Il dit cela le plus galamment du monde, et pour la première fois les deux hommes se serrèrent les mains : ce fut au moins ce que nous gagnâmes, contre le prix d’un dîner, à l’apparition de notre premier ptérodactyle !

Si la vie préhistorique existait sur le plateau, elle n’y devait pas être surabondante ; car trois jours se passèrent ensuite sans que nous en eussions le plus faible aperçu. Nous traversâmes, durant ces trois jours, dans la direction du nord, puis de l’est, une contrée stérile et rebutante, où alternaient le désert pierreux et le marais hanté par les oiseaux sauvages. Du côté de l’est, la région est véritablement inaccessible, et, sans une sorte de piste relativement praticable à la base même de la falaise, nous n’aurions eu qu’à revenir sur nos pas : il nous arriva plus d’une fois d’enfoncer jusqu’à la ceinture dans le limon gras d’un ancien marais à demi tropical. Joignez que le pays est infesté de serpents Jararacas, les plus venimeux et les plus agressifs de tout le Sud-Amérique. À chaque instant, nous voyions de ces horribles bêtes se tordre ou se dresser sur la vase putride, et nous ne nous en préservions qu’en tenant nos fusils toujours prêts. Je me rappellerai, ma vie entière, comme un cauchemar, la place où ils semblaient spécialement avoir fait leur nid : c’était une dépression en forme d’entonnoir, et le lichen en décomposition donnait au marais une couleur livide. Ils y grouillaient, ils s’en élançaient dans toutes les directions, car les Jararacas offrent cette particularité qu’à première vue ils attaquent l’homme ; et comme ils étaient plus que nous n’en pouvions tuer, nous prîmes nos jambes à notre cou et ne nous arrêtâmes qu’à bout de forces. Quand nous nous retournions, et c’est encore un souvenir qui ne me quittera jamais, nous pouvions voir se lever et s’abaisser entre les roseaux leurs infâmes têtes. Sur la carte que nous préparons, nous avons nommé ce lieu : « Le marais des Jararacas ».

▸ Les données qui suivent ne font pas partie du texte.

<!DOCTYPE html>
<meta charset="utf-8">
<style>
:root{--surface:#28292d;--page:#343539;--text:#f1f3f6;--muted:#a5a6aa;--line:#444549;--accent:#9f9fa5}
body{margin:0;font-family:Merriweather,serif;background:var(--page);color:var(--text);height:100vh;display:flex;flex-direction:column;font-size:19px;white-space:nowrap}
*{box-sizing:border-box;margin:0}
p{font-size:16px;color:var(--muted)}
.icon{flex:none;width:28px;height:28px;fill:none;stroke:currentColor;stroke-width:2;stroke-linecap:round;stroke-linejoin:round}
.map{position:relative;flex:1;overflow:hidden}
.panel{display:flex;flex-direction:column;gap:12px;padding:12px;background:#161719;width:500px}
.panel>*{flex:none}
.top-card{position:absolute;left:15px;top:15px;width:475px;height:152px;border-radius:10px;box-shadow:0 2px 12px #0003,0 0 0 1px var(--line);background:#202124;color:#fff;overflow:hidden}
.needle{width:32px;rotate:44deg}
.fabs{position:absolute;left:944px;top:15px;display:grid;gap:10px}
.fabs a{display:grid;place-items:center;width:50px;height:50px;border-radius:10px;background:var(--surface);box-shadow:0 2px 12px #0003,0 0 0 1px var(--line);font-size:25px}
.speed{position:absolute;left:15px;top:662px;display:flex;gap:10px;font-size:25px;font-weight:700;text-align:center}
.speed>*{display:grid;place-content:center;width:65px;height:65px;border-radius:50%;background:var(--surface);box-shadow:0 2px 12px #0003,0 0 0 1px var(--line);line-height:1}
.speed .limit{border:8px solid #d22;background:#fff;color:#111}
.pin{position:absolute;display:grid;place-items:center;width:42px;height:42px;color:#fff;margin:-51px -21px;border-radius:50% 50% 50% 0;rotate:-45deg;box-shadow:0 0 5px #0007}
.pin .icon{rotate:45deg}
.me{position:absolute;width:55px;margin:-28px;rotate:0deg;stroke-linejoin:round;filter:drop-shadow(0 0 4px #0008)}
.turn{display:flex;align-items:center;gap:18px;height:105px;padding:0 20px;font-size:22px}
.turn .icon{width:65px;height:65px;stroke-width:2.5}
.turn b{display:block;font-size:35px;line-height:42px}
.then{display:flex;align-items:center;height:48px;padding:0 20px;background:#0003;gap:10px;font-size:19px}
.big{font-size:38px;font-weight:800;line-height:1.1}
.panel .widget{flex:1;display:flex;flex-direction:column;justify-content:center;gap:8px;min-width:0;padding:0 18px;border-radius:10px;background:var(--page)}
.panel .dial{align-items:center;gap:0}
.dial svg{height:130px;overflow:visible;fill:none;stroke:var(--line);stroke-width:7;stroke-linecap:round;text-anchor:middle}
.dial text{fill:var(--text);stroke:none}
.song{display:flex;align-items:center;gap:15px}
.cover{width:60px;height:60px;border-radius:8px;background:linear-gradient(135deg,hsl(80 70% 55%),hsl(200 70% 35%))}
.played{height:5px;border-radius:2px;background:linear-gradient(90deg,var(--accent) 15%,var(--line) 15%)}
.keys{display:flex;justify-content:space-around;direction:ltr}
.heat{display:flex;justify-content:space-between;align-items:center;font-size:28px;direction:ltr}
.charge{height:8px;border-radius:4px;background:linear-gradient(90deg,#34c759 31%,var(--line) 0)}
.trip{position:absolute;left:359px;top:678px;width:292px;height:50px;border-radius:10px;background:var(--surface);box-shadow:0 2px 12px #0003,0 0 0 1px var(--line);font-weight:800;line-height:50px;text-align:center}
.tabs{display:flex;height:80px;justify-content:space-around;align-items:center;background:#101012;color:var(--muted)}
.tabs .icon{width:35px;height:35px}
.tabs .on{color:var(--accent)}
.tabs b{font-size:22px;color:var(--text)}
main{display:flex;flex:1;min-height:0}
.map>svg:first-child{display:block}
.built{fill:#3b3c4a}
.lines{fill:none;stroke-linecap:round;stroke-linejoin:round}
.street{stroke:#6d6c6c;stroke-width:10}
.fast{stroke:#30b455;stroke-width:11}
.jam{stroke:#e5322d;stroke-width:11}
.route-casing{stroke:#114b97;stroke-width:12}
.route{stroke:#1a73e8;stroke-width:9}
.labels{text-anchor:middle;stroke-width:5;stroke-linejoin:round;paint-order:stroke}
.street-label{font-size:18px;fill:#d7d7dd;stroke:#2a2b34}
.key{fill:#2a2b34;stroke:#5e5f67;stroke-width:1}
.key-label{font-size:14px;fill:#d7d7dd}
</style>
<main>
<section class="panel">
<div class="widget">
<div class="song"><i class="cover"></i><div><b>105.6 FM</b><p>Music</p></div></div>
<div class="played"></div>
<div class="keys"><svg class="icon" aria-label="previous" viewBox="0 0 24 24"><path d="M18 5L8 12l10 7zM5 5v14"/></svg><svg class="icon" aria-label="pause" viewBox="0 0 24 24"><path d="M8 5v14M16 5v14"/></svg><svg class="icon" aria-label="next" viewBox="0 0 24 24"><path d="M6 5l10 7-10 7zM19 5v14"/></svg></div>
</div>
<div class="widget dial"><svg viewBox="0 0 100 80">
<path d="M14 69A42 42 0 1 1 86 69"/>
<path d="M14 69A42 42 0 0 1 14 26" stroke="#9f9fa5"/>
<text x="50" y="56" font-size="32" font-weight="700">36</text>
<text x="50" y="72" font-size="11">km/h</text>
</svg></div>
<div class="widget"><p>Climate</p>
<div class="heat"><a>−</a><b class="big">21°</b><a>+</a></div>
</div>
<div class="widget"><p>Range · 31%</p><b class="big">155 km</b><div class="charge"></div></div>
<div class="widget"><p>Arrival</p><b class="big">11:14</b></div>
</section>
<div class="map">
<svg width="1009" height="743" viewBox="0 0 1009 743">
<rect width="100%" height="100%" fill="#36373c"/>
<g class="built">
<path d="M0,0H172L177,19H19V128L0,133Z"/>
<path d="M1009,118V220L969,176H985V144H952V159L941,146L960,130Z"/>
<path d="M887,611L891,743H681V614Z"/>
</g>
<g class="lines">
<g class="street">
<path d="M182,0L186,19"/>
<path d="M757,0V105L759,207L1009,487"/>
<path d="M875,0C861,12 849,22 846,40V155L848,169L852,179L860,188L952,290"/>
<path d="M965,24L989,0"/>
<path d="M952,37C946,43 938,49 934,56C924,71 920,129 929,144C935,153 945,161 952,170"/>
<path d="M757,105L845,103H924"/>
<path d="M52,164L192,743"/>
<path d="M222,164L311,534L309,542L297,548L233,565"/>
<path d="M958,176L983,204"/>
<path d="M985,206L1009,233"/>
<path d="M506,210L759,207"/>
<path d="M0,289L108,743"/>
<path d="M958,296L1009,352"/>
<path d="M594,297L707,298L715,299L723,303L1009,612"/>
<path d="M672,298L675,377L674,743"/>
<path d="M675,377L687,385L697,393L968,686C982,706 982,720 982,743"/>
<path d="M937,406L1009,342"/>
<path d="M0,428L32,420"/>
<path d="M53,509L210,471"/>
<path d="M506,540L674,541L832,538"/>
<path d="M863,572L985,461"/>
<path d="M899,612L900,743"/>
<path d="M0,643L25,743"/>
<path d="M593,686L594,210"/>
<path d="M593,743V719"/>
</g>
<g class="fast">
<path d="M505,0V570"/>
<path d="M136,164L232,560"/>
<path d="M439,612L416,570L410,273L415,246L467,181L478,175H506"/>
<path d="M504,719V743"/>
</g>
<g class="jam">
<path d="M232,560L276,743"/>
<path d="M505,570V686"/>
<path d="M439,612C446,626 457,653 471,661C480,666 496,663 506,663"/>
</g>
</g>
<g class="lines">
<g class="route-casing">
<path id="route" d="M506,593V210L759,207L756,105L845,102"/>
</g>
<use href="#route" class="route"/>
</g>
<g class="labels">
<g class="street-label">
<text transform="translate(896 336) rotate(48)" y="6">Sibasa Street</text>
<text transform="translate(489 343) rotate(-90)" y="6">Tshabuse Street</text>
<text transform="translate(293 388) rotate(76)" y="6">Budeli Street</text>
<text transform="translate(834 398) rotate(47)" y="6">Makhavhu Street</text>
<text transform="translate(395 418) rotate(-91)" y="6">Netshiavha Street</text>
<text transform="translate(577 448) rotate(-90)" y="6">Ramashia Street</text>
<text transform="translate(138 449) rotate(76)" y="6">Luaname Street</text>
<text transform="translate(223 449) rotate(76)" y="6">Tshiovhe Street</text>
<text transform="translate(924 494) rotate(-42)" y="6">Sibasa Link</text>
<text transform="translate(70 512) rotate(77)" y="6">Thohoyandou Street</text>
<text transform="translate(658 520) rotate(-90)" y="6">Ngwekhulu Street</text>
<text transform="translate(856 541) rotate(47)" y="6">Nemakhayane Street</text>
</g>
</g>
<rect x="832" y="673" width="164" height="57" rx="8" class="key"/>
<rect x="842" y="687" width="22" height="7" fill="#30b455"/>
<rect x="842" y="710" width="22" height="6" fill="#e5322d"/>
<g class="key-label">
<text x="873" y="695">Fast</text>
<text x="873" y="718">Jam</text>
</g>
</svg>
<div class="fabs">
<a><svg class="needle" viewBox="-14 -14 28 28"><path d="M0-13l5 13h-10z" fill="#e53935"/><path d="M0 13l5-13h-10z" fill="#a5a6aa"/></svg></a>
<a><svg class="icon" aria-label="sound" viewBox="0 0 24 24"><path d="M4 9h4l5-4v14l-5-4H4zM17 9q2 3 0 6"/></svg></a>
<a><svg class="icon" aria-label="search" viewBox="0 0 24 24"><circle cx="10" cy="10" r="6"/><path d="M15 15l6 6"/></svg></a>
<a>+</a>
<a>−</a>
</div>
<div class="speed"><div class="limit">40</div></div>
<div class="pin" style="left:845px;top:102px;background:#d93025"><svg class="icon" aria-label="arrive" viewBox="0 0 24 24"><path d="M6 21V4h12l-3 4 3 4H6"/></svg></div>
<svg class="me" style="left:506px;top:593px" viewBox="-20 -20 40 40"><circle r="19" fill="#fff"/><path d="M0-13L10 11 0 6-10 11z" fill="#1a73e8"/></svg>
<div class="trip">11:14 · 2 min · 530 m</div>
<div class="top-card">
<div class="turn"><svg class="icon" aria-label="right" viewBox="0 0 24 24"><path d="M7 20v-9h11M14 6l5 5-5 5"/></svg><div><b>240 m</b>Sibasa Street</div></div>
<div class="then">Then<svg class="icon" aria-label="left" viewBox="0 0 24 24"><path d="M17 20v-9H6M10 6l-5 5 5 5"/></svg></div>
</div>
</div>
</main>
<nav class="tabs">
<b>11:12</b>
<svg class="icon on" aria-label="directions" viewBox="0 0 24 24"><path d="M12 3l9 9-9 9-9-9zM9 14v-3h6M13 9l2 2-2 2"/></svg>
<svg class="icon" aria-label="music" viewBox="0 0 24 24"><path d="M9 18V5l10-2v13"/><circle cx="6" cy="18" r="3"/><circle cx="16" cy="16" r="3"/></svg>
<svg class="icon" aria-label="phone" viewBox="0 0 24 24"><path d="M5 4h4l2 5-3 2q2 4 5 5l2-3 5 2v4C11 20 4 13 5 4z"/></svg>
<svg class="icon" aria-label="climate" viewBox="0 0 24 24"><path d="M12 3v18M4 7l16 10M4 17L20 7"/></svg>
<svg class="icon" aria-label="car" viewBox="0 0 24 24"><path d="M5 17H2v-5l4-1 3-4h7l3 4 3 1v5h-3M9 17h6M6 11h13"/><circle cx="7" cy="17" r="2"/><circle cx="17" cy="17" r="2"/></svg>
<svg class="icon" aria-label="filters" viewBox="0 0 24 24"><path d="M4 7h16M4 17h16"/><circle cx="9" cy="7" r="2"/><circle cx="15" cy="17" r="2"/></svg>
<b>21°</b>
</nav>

La falaise, de ce côté-ci, changeait de couleur et passait du rouge au brun chocolat. La végétation y paraissait moins fournie à la crête. Enfin, elle n’avait guère qu’une hauteur de trois ou quatre cents pieds. Mais loin de se montrer plus propice à l’ascension, peut-être s’y refusait-elle encore davantage.

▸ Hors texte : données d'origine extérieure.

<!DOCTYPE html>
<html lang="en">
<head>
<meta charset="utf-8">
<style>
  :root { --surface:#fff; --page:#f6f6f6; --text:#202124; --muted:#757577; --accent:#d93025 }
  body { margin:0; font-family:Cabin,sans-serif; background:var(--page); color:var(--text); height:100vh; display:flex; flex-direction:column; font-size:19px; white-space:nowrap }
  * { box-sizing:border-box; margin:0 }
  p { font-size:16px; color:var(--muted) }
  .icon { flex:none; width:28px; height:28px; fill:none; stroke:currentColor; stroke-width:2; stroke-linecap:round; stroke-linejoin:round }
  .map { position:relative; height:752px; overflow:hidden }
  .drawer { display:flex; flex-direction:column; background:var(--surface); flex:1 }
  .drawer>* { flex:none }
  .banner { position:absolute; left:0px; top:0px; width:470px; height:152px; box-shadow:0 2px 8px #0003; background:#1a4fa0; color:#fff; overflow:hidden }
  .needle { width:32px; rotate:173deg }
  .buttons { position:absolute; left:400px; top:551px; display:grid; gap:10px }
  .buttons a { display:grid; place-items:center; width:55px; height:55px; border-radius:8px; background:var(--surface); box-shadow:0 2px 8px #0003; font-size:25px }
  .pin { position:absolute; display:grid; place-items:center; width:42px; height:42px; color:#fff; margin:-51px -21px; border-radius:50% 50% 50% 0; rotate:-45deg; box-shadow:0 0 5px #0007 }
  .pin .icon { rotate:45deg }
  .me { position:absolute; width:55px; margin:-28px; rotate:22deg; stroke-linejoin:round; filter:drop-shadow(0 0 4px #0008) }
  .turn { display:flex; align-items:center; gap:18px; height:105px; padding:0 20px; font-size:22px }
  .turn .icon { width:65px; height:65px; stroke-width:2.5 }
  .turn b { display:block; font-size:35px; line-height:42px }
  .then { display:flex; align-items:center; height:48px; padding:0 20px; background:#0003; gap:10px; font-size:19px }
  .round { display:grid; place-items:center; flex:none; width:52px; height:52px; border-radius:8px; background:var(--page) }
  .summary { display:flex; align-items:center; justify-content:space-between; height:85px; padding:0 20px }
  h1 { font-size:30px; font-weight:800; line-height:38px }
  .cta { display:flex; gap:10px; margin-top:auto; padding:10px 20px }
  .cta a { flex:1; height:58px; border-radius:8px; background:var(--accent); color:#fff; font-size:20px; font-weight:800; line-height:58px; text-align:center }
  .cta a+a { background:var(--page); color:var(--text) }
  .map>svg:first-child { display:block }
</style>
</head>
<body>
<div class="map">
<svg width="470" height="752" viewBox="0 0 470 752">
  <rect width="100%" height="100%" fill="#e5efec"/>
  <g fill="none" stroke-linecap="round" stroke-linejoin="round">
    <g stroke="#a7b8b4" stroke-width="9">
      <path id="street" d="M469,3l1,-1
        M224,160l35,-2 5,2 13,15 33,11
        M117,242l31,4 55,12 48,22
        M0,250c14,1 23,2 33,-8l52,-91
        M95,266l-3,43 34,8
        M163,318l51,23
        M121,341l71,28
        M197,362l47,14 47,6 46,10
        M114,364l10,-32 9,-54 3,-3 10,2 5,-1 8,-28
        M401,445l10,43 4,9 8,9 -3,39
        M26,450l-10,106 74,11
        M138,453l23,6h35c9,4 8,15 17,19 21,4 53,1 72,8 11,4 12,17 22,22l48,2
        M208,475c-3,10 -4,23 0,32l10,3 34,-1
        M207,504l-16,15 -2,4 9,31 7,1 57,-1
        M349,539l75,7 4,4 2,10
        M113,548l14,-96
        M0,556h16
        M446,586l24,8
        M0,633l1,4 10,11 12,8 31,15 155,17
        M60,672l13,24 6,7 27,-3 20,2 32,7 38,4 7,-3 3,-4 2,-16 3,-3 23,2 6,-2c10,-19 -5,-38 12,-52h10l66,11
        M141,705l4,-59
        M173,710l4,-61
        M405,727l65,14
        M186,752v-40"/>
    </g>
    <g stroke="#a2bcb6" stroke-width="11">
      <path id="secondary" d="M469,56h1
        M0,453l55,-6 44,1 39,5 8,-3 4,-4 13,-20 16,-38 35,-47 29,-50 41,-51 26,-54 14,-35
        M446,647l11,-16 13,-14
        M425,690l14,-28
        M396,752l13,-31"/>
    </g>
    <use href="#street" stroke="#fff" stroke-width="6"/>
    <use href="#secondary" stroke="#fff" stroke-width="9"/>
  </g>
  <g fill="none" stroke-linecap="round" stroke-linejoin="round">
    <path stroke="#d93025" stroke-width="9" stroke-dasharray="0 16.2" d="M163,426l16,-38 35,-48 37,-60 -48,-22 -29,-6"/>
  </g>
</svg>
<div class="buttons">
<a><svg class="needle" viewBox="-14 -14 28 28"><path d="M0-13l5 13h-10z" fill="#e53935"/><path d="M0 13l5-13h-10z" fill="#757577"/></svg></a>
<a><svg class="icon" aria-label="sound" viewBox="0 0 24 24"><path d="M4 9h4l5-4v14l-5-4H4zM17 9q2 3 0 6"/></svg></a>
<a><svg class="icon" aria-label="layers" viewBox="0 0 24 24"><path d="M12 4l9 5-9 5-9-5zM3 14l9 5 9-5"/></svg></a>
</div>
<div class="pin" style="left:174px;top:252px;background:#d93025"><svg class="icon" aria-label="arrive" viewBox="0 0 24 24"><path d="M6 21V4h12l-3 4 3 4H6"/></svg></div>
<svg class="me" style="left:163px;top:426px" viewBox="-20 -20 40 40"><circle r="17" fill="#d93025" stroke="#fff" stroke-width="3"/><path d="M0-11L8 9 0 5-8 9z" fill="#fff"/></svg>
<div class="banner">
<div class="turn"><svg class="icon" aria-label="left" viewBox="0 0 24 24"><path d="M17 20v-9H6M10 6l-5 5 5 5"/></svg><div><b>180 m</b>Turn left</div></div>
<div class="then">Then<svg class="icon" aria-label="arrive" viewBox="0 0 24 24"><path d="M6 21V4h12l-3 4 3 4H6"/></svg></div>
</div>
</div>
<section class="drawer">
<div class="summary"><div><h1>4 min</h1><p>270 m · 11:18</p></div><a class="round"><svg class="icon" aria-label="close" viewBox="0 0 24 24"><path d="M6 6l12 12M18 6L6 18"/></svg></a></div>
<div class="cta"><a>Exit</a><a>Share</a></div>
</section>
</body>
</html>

— Il est pourtant certain, dis-je, comme nous discutions la situation, que les eaux de pluie doivent se frayer quelque part un chemin de descente. Il faut qu’elles aient creusé des chenaux dans ces rochers.

— Notre jeune ami a des lueurs de bon sens ! fit le professeur, en m’assénant une tape sur l’épaule.

— Oui, répétai-je, il faut que les eaux de pluie trouvent quelque part une voie d’écoulement.

— Il y tient ! Malheureusement, nous le savons par le témoignage de nos yeux, ce n’est pas dans ces rochers qu’elles la trouvent.

— Alors, où s’en vont-elles ? insistai-je.

— On pourrait assez présumer, ce me semble, que, si elles ne s’en vont pas au dehors, elles s’écoulent au dedans.